Le miracle et la foi
14e dimanche du Temps Ordinaire, Année B,
Mc 6, 1-6
Dans cette conférence, Zundel exprime la signification profonde du miracle.
Mauriac, dans le Noeud de vipère, a très bien montré que la vérité s’atteste dans une promotion de l’homme. La grandeur de l’homme, c’est de se donner et son héros commence à entrer dans ce monde de la générosité en se délivrant de ses limites, il entre dans cet univers de grandeur et de beauté qui est celui de Dieu et il finit par dire: «Je viens de découvrir l’Amour adorable».
Conférence, Le Caire (Egypte) 1962
Mise en ligne: 01.07.21
Temps de lecture: 2 mn

Jésus montre à Nicodème que ce qui est important, ce n’est pas d’assister à des miracles, mais de devenir nouveau, une source et une création.
Et vous savez que saint Paul parle de la charité en des termes uniques. Vous pouvez lire toute la tirade où il dit : «Si je n’ai pas la charité, je n’ai rien» (1 Corinthiens 13).

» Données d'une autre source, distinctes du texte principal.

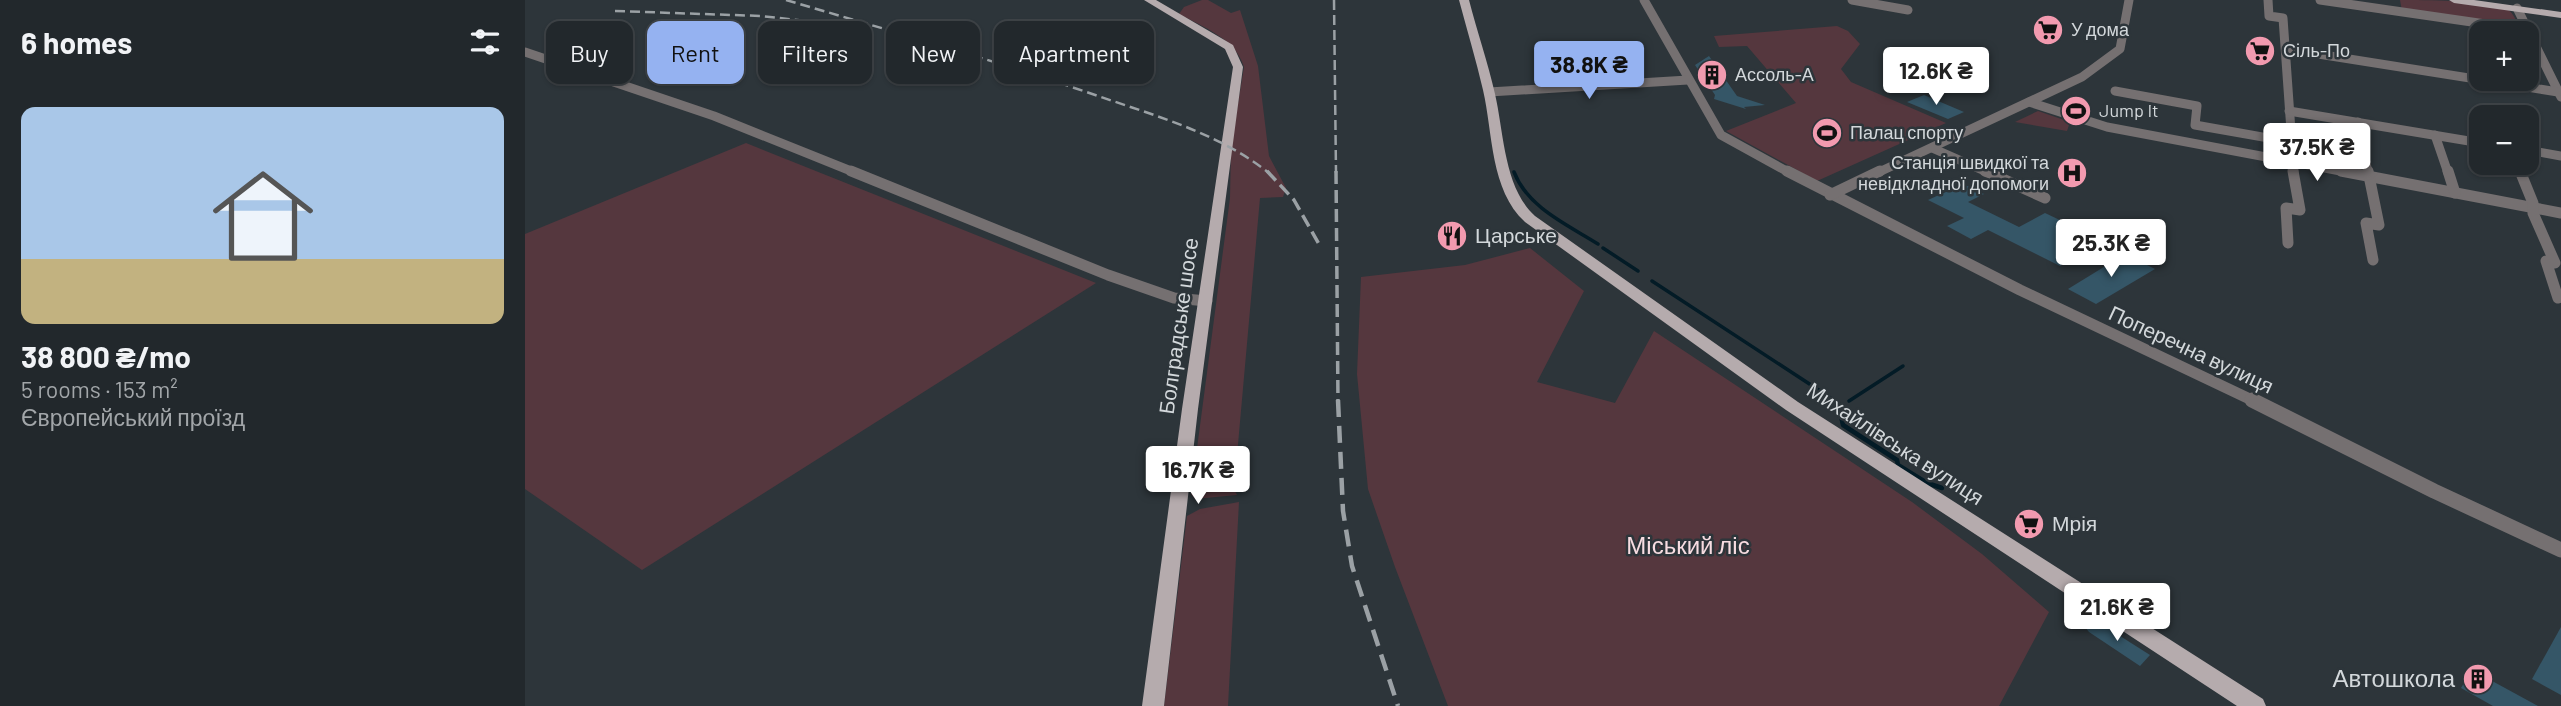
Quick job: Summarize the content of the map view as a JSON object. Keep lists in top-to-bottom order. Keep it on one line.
{"streets":{"main road":["Болградське шосе","Михайлівська вулиця"],"street":["Поперечна вулиця"]},"parks":["Міський ліс"],"places":{"supermarket":["У дома","Сіль-По","Мрія"],"building":["Ассоль-А","Автошкола"],"sports":["Jump It","Палац спорту"],"hospital":["Станція швидкої та невідкладної допомоги"],"restaurant":["Царське"]},"page":{"heading":"6 homes","map_buttons":["+","−"],"chip":["Buy","Rent","Filters","New","Apartment"],"price":["38.8K ₴","12.6K ₴","37.5K ₴","25.3K ₴","16.7K ₴","21.6K ₴"],"list":[{"name":"38 800 ₴/mo","note":"5 rooms · 153 m² · Європейський проїзд"}]}}
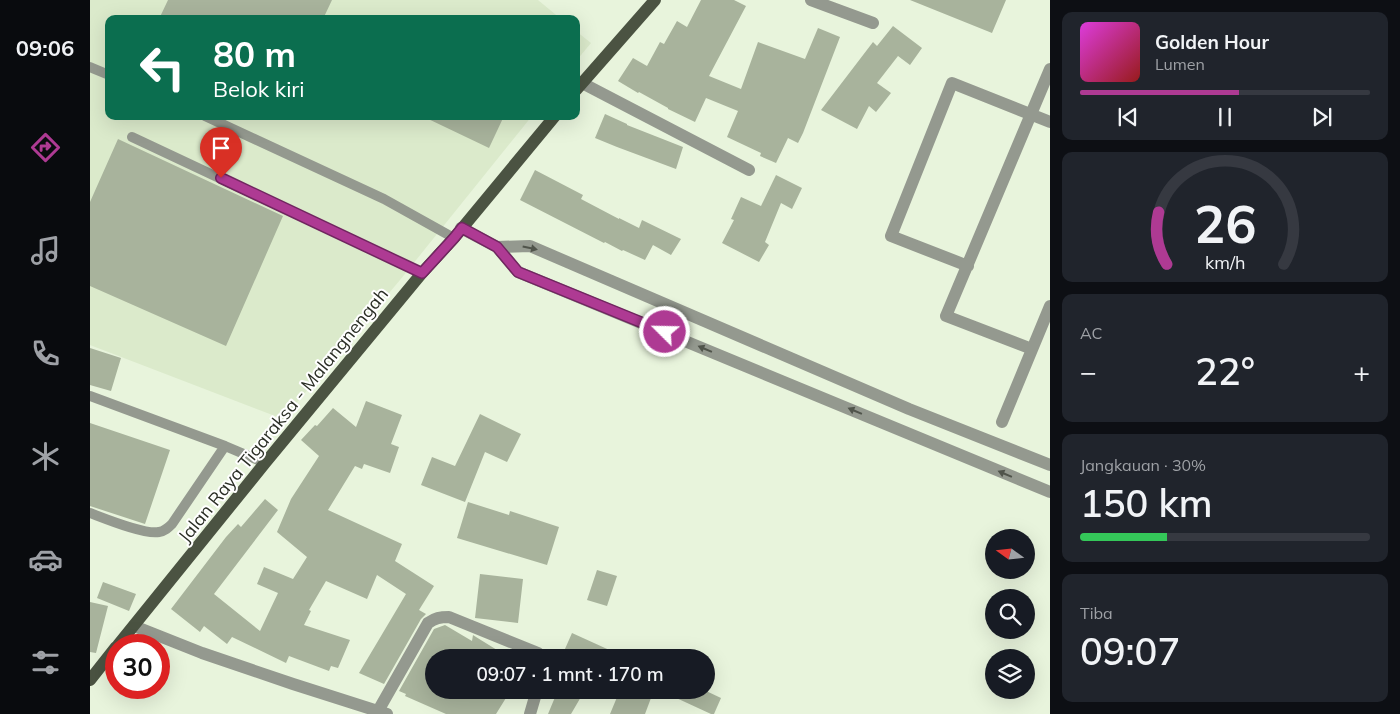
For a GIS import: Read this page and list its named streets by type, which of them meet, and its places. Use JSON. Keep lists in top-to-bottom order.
{
  "streets": {
    "main road": ["Jalan Raya Tigaraksa - Malangnengah"]
  },
  "north": "left",
  "page": {
    "tabs": "09:06",
    "turn": ["80 m", "Belok kiri"],
    "song": ["Golden Hour", "Lumen"],
    "tile": [
      "AC",
      ["Jangkauan · 30%", "150 km"],
      ["Tiba", "09:07"]
    ],
    "heat": ["−", "22°", "+"],
    "limit": "30",
    "trip": "09:07 · 1 mnt · 170 m",
    "gauge": ["26", "km/h"]
  }
}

Ce ne sont pas les prodiges accomplis qui constituent la révélation de la Présence de Dieu, mais cette transparence à Dieu.
Il est donc clair que, pour saint Paul, ce ne sont pas les prodiges accomplis qui constituent la révélation de la Présence de Dieu, mais cette transparence à Dieu. Cette transparence qui vient d’une âme entièrement donnée, parce que Dieu est un Cœur.

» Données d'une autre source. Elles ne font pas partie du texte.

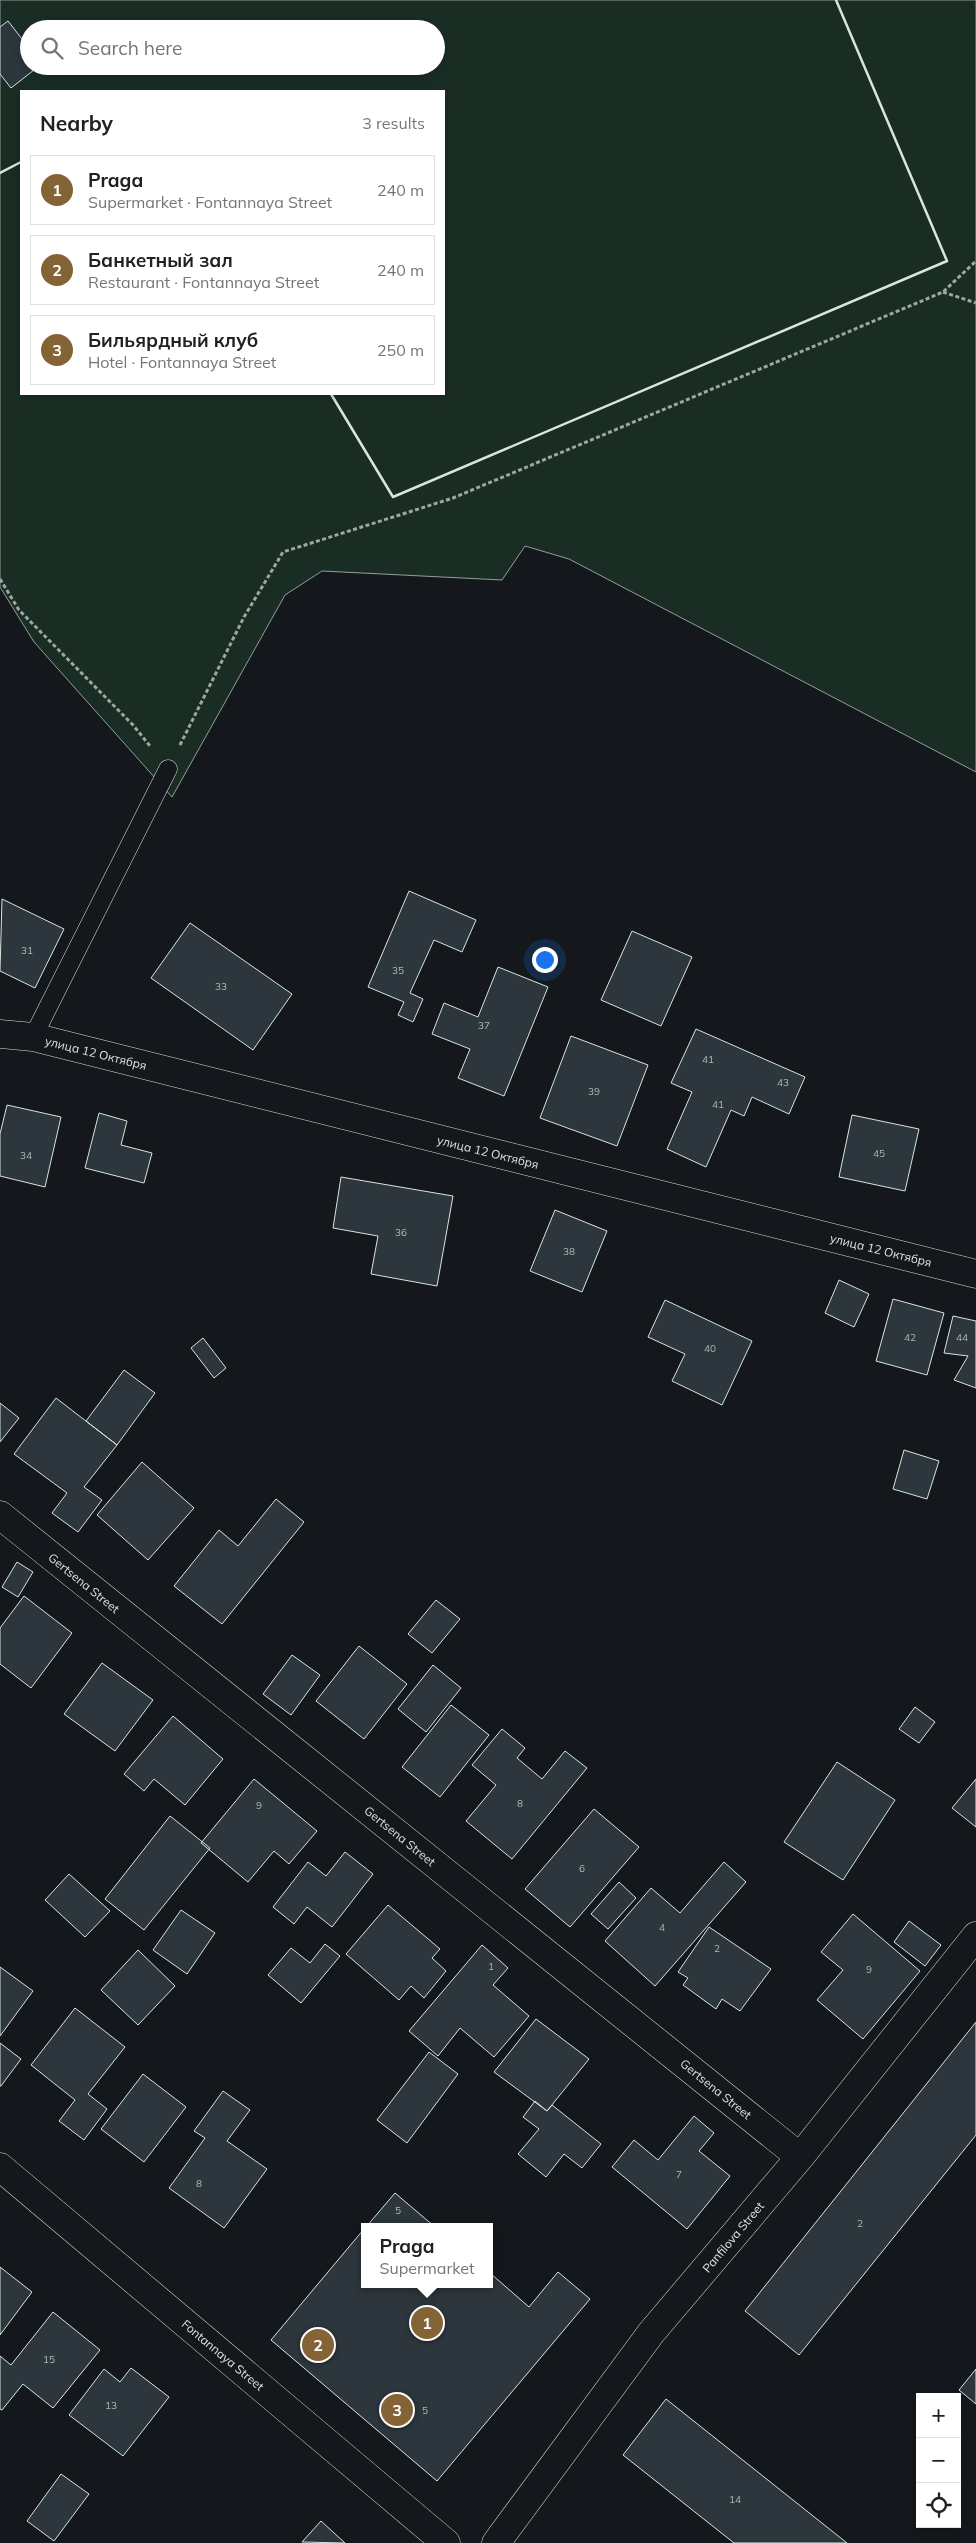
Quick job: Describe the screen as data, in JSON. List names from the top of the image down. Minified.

Il ne peut se manifester que dans une âme et, plus cette âme est grande, plus le visage de Dieu resplendit dans son authentique vérité.

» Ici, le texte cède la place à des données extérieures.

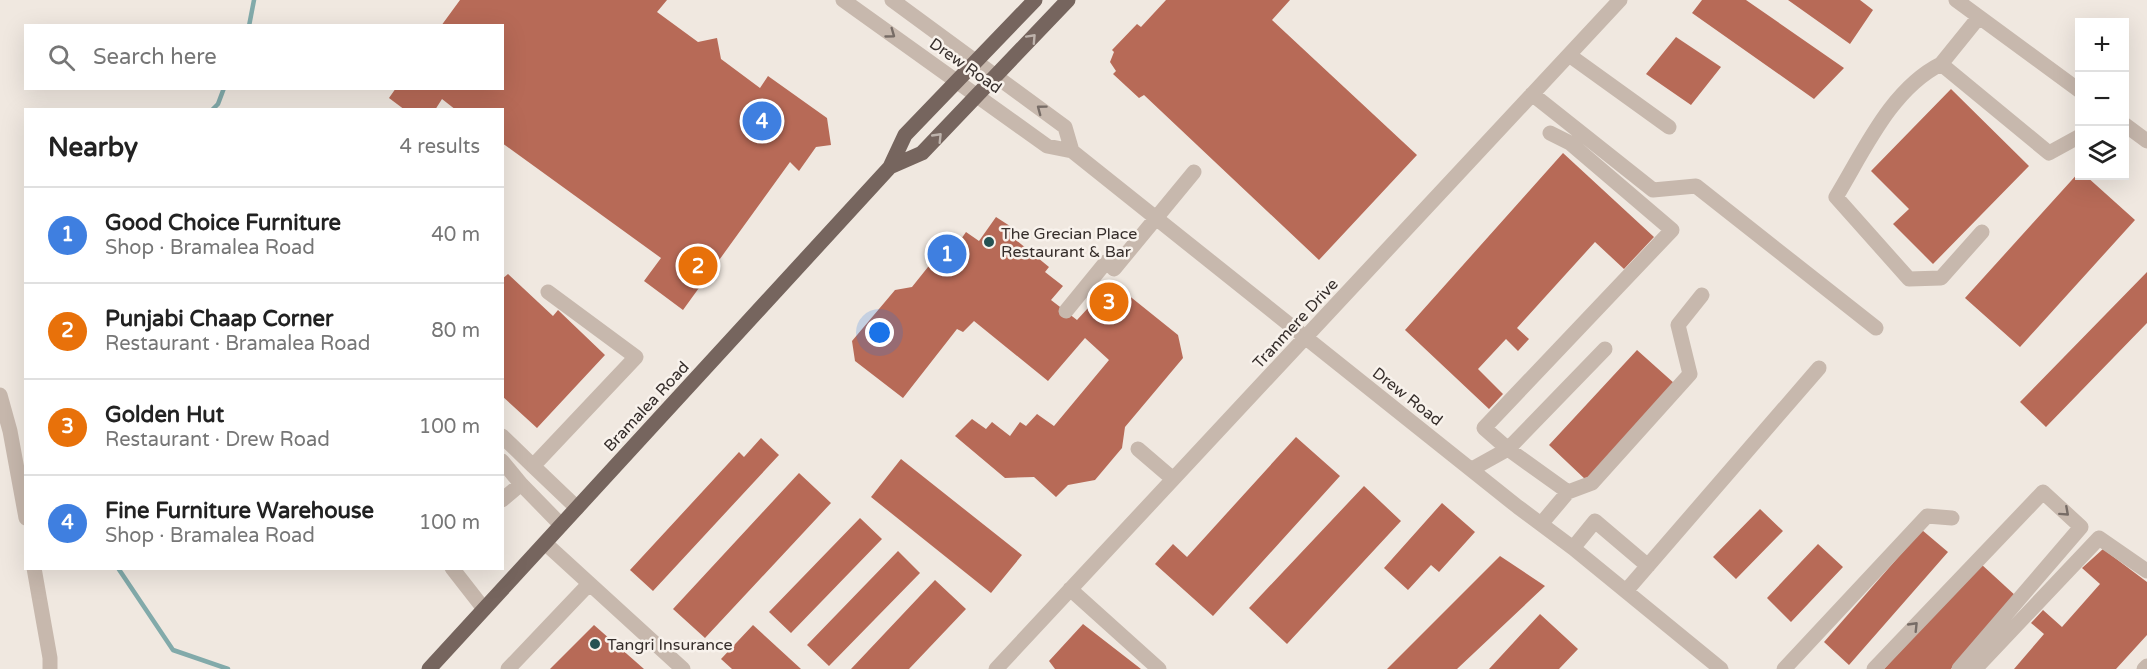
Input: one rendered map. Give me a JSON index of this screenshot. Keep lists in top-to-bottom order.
{
  "streets": {
    "main road": ["Bramalea Road"],
    "street": ["Drew Road", "Tranmere Drive"]
  },
  "crossings": [
    ["Drew Road", "Tranmere Drive"],
    ["Drew Road", "Bramalea Road"]
  ],
  "places": ["The Grecian Place Restaurant & Bar", "Tangri Insurance"],
  "page": {
    "map_buttons": ["+", "−"],
    "search": "Search here",
    "pins": [
      "4",
      "1",
      "2",
      "3"
    ],
    "heading": ["Nearby", "4 results"],
    "list": [
      {
        "mark": "1",
        "name": "Good Choice Furniture",
        "note": "Shop · Bramalea Road",
        "value": "40 m"
      },
      {
        "mark": "2",
        "name": "Punjabi Chaap Corner",
        "note": "Restaurant · Bramalea Road",
        "value": "80 m"
      },
      {
        "mark": "3",
        "name": "Golden Hut",
        "note": "Restaurant · Drew Road",
        "value": "100 m"
      },
      {
        "mark": "4",
        "name": "Fine Furniture Warehouse",
        "note": "Shop · Bramalea Road",
        "value": "100 m"
      }
    ]
  }
}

C’est pour cela qu’il n’y a jamais miracle où il y a ignorance et impuissance.
Un miracle est dans la manifestation de la Présence divine qui nous guérit de nos ignorances. Il est impossible que Dieu apparaisse là où l’homme est dévalorisé. Dès que l’homme est rabougri, bafoué, humilié, méprisé, réduit en servitude, on est sûr que le vrai Dieu est absent ou plutôt qu’il est voilé, puisque la Croix est la garantie de la liberté et de la grandeur humaines.
Le cœur du cœur de l’Evangile est dans ce ferment de la grandeur humaine, parce que cette liberté humaine est infinie, elle ne peut être forcée ni contrainte, elle ne peut se situer que dans une générosité illimitée.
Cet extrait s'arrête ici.